Since 2013, the proportion of eligible women aged 25-49 invited for screening has stayed at a similar level. And as of 2016, just 33% of eligible women had been invited for screening. Cervical screening coverage (proportion of women eligible for screening who were screened) for women aged 25-64 has been declining since 2011 and in 2016 coverage was 73%.
Chronic kidney disease
In the UK in 2015, the prevalence of stage 3-5 CKD was over 8%. In England 45,000 adults are on renal replacement therapy (RRT) and around 2% of the total UK NHS budget is spent on these patients. The successful management of CKD relies largely upon effective primary care through early detection and timely referral to prevent progression and reduce mortality.
Identifying high blood pressure and whether there is proteinuria (presence of excess proteins in the urine) or haematuria (presence of red blood cells in the urine) are key aspects of managing CKD in a primary care setting. Since 2008/09, the percentage of CKD patients whose blood pressure is below the recommended threshold (140/85) has risen from 73% in 2008/09 to 81% in 2014/15. The percentage of patients with hypertension and proteinuria receiving appropriate treatment (with an angiotensin converting enzyme inhibitor or angiotensin receptor blocker) has remained steady (91.5% in 2014/15).
Substance misuse and treatment
Estimates indicate the annual cost of drug addiction is £15.4bn in terms of its impact on health, crime and other aspects of life. Individuals who complete drug treatment demonstrate a significant improvement in health and wellbeing. Drug treatment services in England have helped thousands of drug users to recover from their drug problems.

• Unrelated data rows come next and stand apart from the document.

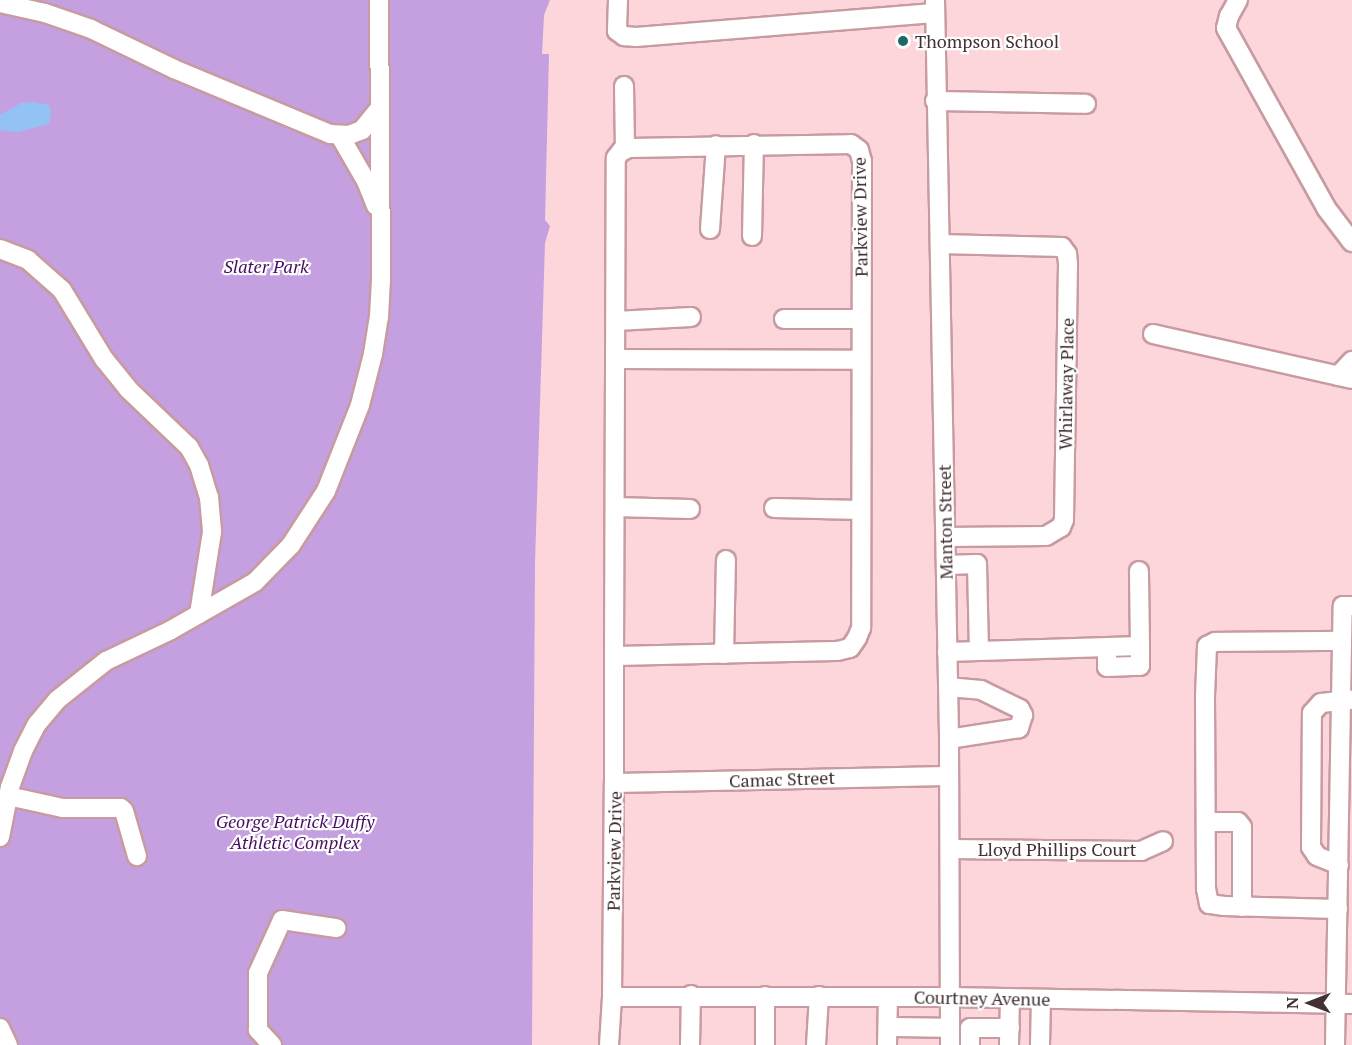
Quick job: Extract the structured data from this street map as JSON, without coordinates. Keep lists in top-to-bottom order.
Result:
{
  "streets": {
    "street": [
      "Parkview Drive",
      "Whirlaway Place",
      "Manton Street",
      "Camac Street",
      "Lloyd Phillips Court",
      "Courtney Avenue"
    ]
  },
  "crossings": [
    ["Parkview Drive", "Camac Street"],
    ["Parkview Drive", "Courtney Avenue"],
    ["Whirlaway Place", "Manton Street"],
    ["Manton Street", "Camac Street"],
    ["Manton Street", "Lloyd Phillips Court"],
    ["Manton Street", "Courtney Avenue"]
  ],
  "parks": ["Slater Park", "George Patrick Duffy Athletic Complex"],
  "places": ["Thompson School"],
  "north": "left"
}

In 2013, local authorities became responsible for commissioning drug treatment services. The National Drug Treatment Monitoring System (NDTMS) collects data relating to substance misuse treatment showing how these services performed. From 2005-06 to 2015-16, adult waiting times for treatment improved substantially. The greatest improvements can be seen in alcohol treatment users, improving from 73% of people waiting three weeks or less for treatment in 2005-06 to 96% in 2015-16.
Of those adults in treatment, the proportion who exited treatment in each year free of dependence has remained above 50% since 2011-12. However opiate users show much lower levels of service users completing treatment free of dependence (28% in 2015-16).
The update for this month presents a mixed picture. The proportion of operations cancelled is falling, as is premature mortality due to stroke and waiting times for substance misuse treatment. Less positive stories can be found in the low physician density in the UK relative to similar nations as well as falling nurse density in the UK. The coverage offered by cervical screening also appears to be in decline.